# Flux Integral

1. Sep 29, 2008

### Knissp

EDIT: NEVER MIND, I got 32/3 for the very next question, so I'm pretty sure the answer that I was comparing this to from the back of my textbook has a typo for the question number. If anyone still wants to check this, that would be OK but I'm pretty sure it's correct.

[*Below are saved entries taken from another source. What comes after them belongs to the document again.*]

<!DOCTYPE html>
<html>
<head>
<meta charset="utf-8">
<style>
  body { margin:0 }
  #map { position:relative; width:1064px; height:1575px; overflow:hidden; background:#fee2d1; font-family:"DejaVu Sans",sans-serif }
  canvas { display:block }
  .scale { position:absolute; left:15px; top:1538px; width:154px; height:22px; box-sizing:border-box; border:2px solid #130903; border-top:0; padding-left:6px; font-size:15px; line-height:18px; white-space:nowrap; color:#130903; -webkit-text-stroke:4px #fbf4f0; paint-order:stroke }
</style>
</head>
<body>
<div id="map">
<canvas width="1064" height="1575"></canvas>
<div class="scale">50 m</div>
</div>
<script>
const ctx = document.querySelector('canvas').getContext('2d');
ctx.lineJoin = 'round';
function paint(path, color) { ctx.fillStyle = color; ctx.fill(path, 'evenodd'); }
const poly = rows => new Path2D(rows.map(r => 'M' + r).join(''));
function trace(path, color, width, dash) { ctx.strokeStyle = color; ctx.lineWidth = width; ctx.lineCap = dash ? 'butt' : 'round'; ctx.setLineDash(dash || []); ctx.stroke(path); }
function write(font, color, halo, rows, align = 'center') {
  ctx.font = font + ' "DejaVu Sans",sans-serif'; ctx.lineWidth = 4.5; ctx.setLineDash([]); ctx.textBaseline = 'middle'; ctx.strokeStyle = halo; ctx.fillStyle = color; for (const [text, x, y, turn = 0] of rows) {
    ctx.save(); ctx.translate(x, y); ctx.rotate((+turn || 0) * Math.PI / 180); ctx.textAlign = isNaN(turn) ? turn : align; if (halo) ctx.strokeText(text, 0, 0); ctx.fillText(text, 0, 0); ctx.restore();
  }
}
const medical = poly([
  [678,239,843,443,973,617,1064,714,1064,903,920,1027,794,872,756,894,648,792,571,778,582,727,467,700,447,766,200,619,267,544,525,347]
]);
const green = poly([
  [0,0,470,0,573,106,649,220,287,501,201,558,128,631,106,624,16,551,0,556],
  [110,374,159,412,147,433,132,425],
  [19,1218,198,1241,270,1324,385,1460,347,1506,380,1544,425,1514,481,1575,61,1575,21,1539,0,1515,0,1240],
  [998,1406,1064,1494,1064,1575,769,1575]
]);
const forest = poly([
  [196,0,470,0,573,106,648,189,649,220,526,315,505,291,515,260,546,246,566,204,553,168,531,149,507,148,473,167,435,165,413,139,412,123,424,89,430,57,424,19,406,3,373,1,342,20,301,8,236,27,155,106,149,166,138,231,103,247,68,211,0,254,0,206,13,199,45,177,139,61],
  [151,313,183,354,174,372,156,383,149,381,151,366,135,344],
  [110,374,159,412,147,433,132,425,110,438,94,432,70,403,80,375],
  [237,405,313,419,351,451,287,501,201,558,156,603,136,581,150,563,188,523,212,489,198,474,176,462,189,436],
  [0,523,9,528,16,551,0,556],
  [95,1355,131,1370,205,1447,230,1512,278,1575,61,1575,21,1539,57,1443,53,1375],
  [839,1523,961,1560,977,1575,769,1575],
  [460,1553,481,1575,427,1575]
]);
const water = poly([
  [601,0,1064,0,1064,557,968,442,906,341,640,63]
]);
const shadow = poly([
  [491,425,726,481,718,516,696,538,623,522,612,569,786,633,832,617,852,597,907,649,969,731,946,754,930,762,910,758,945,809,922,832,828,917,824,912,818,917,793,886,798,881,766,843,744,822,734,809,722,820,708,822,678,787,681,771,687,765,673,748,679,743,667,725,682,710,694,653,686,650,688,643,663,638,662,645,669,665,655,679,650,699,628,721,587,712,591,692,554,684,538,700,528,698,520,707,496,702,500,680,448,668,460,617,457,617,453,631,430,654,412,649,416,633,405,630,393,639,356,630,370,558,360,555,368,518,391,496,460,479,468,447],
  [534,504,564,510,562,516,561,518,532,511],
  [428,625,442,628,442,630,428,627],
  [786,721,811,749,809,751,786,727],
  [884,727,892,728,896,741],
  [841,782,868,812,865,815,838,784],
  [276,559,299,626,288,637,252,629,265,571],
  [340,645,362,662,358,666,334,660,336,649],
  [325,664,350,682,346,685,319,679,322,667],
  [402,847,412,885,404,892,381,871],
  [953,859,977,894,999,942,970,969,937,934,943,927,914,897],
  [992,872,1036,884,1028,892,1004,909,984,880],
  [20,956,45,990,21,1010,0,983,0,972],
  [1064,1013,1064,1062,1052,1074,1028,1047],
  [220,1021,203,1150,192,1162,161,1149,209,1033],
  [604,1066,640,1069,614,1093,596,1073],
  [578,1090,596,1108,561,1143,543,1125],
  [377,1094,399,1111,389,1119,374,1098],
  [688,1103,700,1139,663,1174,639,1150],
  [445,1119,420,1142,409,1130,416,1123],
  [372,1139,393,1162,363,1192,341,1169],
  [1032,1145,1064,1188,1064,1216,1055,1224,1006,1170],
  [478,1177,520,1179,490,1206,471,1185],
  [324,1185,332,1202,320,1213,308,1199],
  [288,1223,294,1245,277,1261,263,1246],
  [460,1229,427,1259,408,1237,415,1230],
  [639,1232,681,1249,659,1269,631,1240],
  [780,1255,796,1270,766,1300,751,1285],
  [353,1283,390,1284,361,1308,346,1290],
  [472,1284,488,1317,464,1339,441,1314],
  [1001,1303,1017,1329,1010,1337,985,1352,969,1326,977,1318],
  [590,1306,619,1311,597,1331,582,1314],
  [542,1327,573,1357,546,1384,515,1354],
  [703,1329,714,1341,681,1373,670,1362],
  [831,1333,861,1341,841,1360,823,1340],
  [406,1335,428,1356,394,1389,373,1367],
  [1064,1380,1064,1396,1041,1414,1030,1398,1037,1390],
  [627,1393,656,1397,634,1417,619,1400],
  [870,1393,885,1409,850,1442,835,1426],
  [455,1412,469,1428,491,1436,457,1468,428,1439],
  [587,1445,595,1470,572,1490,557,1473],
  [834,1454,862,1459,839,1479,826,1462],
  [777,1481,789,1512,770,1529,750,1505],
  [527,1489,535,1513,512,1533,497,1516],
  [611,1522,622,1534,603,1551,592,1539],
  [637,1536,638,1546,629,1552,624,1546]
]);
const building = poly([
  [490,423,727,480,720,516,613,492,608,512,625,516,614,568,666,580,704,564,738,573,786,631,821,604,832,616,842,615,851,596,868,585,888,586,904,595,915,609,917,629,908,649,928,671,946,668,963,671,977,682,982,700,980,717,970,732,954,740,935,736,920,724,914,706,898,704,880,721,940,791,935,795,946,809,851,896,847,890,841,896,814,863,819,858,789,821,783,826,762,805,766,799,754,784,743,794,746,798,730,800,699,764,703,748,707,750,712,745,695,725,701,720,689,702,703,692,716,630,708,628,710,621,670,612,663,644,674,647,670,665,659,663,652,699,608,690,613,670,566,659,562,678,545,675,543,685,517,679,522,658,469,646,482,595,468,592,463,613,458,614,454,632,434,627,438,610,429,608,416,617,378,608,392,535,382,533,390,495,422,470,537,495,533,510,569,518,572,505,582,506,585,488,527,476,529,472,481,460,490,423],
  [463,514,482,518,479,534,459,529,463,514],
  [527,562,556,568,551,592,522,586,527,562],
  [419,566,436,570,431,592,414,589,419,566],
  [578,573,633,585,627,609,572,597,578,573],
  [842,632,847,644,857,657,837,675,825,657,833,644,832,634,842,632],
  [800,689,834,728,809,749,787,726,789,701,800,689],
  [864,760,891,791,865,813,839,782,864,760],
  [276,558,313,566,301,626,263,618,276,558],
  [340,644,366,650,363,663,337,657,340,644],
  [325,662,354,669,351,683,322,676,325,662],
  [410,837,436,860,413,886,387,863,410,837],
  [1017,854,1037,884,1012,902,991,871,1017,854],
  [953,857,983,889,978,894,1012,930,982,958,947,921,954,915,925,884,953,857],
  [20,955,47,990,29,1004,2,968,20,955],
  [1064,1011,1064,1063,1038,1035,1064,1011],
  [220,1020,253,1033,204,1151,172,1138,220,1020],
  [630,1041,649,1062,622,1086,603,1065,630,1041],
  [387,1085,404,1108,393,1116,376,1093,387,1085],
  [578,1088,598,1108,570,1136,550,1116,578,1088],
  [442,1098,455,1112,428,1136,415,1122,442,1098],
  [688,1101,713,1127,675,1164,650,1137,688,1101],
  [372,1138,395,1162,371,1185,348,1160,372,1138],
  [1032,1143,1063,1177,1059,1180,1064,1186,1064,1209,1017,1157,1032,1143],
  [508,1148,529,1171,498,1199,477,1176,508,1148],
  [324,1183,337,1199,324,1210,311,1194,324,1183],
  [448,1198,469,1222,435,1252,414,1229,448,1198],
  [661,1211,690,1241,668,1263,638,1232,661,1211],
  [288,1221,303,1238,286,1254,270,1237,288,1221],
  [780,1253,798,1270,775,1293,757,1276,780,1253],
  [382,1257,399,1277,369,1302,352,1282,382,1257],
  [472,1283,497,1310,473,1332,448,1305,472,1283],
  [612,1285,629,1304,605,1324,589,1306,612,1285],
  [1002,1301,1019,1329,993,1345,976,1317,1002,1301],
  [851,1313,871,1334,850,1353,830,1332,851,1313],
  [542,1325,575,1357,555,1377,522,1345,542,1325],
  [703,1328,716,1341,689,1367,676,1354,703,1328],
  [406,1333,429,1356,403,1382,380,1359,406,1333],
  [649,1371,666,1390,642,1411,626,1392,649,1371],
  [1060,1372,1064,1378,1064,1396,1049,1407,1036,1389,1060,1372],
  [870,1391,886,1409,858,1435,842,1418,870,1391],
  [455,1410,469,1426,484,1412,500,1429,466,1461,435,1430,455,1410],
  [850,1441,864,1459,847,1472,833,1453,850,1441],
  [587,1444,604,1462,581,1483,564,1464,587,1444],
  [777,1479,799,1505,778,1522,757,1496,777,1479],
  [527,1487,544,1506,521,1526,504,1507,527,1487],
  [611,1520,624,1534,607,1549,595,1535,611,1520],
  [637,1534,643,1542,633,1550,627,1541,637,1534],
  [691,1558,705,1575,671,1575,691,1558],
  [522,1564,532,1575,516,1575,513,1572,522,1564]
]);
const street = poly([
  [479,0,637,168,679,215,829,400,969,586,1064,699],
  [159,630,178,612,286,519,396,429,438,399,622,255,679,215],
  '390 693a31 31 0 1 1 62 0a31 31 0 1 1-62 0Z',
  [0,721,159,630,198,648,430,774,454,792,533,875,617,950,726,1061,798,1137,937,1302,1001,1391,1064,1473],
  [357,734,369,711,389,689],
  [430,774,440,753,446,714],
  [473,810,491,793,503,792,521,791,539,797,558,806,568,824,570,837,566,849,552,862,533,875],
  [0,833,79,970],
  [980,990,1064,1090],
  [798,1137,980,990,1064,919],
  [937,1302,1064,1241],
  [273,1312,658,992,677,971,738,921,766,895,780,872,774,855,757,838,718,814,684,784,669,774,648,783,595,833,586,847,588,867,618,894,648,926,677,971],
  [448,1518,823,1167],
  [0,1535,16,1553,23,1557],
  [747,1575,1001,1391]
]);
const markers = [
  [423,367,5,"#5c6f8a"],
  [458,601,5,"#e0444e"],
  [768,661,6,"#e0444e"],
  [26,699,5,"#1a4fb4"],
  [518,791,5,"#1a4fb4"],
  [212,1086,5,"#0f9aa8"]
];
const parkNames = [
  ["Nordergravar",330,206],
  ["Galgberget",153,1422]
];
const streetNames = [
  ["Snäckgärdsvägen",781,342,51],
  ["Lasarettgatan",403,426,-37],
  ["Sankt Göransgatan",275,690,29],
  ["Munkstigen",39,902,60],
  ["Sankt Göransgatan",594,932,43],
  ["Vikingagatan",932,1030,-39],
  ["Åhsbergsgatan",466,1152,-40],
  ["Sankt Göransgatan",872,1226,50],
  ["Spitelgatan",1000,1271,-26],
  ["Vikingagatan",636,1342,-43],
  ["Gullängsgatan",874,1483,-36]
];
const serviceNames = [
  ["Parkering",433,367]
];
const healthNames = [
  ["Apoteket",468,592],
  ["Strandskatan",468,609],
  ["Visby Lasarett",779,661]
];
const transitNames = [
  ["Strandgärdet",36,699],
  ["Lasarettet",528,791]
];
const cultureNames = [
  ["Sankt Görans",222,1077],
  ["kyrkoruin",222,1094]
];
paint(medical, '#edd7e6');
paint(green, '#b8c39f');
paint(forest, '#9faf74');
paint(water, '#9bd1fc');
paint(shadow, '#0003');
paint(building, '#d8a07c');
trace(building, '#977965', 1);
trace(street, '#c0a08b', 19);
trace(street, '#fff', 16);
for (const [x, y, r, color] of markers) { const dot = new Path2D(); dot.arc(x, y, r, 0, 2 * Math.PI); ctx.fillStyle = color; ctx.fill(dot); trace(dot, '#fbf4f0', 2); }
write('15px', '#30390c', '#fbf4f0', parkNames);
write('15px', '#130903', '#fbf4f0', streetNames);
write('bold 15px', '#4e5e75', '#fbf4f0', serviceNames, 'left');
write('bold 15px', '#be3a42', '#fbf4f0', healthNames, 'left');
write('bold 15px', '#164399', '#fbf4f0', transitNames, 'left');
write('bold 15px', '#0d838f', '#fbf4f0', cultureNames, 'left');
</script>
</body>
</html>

1. The problem statement, all variables and given/known data
Let F(x,y,z) = <2x,-3y,z> be the velocity vector (in m/s) of a fluid particle at the point (x,y,z) in steady state fluid flow.
a) Find the net volume of fluid that passes in the upward firection through the portion of the plane x+y+z=1 in the first octant in 1 s.
b) Assuming that the fluid has a mass density of 806 kg/m^3, find the net mass of fluid that passes in the upward direction through the surface in part (a) in 1 s.

2. Relevant equations
$$\Phi = \int\int F \cdot (r_u \times r_v) dA$$

3. The attempt at a solution
First to parametrize the surface:
x = u; y = v; z = 1 - u - v
$$r_u = <1, 0, -1>$$
$$r_v = <0, 1, -1>$$
$$r_u \times r_v = <1,1,1>$$

$$\Phi = \int\int F \cdot (r_u \times r_v) dA$$
$$=\int\int <2u,-3v,(1-u-v)> \cdot <1,1,1> dA$$
$$=\int\int (2u - 3v + 1 - u - v) dA$$
$$=\int_0^1 \int_0^{1-u} (1 + u - 4v) dv du$$
$$=\int_0^1 {(v + uv - 2v^2)}_0^{1-u} du$$
$$=\int_0^1 ((1-u) + u(1-u) - 2(1-u)^2) du$$
$$=\int_0^1 (-1-3u^2+4u) du$$

which equals 0 m^3. This means that the net mass of the fluid that passes through the surface is also 0 kg. BUT the back of the textbook says the answer to part (b) is 32/3. Did I mess up somewhere?